WHAT IS BEING ASKED: Scan the entries below and extract each line with the word "check" in it.

MATERIAL SUPPLIED:

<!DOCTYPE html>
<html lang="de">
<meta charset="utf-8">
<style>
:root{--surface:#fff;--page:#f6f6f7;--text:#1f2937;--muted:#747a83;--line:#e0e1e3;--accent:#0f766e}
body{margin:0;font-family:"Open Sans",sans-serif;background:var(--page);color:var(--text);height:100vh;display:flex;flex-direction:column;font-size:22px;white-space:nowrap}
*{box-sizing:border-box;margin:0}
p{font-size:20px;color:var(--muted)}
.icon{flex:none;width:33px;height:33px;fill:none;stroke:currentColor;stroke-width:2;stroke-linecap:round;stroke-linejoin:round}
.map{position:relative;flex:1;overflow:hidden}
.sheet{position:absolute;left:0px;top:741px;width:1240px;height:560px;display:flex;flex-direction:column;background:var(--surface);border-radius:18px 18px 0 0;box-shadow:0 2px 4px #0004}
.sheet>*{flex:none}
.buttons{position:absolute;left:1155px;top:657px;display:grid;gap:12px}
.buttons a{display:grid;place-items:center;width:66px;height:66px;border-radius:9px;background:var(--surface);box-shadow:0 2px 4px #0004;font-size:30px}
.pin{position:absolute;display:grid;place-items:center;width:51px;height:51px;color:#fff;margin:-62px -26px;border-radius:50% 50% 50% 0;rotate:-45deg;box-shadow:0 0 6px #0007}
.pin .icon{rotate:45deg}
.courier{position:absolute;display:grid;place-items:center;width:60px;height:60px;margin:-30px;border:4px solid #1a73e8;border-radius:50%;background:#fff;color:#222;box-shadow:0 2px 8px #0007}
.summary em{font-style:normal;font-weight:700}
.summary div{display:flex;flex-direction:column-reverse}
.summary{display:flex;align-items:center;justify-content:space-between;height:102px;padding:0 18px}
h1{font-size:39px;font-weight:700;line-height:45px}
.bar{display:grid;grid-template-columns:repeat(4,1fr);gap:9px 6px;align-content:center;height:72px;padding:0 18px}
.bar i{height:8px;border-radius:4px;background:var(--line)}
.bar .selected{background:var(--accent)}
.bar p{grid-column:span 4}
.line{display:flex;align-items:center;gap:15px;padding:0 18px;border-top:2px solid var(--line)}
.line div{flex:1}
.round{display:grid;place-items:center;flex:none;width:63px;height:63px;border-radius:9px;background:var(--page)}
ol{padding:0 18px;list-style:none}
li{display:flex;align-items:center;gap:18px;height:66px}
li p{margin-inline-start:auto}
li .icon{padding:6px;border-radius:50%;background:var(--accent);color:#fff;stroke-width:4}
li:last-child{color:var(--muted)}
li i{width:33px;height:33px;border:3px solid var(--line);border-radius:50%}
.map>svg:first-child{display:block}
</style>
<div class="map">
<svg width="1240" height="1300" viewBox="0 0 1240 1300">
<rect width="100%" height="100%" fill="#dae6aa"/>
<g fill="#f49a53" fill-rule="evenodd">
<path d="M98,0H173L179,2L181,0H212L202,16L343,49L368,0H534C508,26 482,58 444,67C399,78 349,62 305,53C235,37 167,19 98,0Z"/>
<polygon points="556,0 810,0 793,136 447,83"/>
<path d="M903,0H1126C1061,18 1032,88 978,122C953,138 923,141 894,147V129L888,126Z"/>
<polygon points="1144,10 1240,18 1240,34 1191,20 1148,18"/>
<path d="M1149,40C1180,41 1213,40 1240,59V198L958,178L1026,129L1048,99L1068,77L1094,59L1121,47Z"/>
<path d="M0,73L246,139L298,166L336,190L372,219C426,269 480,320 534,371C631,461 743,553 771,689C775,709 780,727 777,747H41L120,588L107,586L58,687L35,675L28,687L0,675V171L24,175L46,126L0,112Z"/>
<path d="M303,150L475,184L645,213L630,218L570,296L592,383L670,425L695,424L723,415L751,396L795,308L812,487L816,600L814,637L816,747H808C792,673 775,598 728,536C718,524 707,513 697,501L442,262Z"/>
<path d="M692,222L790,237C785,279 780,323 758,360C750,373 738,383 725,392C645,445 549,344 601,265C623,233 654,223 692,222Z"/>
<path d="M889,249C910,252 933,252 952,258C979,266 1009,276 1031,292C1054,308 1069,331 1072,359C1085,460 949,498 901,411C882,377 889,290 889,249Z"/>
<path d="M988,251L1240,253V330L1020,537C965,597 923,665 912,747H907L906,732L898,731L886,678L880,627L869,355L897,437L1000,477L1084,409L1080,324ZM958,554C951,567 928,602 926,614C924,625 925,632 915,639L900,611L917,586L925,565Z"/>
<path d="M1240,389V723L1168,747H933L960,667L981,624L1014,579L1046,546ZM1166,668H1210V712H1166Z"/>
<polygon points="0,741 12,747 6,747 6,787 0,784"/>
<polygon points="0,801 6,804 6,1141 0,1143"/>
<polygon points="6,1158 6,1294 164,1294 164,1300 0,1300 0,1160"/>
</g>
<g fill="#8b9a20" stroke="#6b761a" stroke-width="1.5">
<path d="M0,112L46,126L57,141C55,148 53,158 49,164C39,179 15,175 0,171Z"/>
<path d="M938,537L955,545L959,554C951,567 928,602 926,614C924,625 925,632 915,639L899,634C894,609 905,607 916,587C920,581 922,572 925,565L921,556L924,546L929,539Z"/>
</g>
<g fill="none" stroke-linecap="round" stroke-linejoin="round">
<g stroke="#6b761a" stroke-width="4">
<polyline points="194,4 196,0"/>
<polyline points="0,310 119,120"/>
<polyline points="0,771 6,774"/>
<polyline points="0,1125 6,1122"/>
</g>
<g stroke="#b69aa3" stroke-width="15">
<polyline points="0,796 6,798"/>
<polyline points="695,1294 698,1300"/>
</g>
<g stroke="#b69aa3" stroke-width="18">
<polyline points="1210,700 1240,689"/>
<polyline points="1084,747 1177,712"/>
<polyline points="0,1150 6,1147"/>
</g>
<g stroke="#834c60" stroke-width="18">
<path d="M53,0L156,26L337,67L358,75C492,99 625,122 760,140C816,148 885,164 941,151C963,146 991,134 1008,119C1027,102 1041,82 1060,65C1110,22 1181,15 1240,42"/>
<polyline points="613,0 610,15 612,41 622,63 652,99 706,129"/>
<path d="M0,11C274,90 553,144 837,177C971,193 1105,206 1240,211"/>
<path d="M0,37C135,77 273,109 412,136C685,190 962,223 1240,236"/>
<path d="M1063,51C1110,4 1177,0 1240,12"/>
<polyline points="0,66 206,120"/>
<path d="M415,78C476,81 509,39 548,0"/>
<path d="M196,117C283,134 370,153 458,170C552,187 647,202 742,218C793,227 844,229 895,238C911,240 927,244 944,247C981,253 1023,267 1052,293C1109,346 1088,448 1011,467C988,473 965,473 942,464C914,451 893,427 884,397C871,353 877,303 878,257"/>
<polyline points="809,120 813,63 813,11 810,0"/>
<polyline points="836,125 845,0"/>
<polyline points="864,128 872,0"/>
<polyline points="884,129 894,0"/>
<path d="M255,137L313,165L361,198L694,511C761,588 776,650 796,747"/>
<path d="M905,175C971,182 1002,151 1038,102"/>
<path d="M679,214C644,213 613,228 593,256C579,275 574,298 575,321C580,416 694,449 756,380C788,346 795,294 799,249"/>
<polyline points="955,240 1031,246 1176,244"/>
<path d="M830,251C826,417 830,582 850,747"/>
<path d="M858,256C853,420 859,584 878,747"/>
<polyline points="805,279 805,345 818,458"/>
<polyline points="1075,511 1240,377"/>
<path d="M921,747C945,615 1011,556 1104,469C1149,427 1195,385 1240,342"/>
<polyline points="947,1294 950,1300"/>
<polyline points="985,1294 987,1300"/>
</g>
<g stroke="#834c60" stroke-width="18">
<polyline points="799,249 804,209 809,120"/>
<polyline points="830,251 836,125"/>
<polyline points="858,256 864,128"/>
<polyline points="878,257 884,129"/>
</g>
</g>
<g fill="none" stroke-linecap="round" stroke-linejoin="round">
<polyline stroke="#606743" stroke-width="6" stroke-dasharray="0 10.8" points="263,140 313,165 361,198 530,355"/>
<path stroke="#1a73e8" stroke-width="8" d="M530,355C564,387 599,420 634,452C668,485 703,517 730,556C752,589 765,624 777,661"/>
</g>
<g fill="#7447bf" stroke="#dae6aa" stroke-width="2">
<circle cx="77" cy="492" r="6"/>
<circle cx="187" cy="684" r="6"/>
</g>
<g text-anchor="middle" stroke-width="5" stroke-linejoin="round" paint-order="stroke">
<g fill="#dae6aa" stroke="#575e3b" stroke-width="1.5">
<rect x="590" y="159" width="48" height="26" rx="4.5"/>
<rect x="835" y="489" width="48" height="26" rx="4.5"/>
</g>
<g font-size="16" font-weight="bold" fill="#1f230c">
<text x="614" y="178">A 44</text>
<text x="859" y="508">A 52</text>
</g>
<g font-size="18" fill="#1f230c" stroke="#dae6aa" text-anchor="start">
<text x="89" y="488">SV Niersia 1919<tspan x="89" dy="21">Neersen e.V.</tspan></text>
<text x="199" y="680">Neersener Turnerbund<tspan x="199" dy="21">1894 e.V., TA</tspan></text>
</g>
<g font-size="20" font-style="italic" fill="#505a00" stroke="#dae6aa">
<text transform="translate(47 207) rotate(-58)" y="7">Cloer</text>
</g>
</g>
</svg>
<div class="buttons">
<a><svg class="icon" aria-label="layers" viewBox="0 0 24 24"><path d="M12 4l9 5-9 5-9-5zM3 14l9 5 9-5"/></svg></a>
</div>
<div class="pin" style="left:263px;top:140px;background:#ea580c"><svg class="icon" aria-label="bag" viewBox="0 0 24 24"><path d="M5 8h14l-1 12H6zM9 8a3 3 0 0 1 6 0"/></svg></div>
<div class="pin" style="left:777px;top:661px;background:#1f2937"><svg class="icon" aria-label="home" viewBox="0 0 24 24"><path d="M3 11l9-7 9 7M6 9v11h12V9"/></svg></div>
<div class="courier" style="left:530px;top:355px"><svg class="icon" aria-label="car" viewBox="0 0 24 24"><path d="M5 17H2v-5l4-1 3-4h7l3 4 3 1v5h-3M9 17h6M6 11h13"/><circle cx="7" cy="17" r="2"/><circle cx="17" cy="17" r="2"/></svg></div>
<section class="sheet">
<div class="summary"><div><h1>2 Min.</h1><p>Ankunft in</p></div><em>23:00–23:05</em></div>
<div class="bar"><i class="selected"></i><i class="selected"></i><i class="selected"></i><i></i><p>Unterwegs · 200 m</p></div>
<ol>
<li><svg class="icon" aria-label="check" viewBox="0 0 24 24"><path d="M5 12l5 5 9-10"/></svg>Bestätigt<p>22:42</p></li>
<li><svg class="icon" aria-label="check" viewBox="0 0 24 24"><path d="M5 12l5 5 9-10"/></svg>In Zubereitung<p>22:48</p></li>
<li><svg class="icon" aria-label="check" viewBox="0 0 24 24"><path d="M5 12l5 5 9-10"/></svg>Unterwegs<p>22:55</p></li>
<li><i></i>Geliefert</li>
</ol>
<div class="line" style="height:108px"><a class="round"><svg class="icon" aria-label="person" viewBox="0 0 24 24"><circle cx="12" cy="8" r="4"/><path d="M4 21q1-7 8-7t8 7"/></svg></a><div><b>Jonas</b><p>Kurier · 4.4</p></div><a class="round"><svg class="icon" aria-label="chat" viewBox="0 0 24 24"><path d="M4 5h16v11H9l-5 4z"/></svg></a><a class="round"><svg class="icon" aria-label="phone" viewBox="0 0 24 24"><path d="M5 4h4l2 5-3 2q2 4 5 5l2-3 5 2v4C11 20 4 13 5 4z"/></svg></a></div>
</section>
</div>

RESPONSE BOX:
<li><svg class="icon" aria-label="check" viewBox="0 0 24 24"><path d="M5 12l5 5 9-10"/></svg>Bestätigt<p>22:42</p></li>
<li><svg class="icon" aria-label="check" viewBox="0 0 24 24"><path d="M5 12l5 5 9-10"/></svg>In Zubereitung<p>22:48</p></li>
<li><svg class="icon" aria-label="check" viewBox="0 0 24 24"><path d="M5 12l5 5 9-10"/></svg>Unterwegs<p>22:55</p></li>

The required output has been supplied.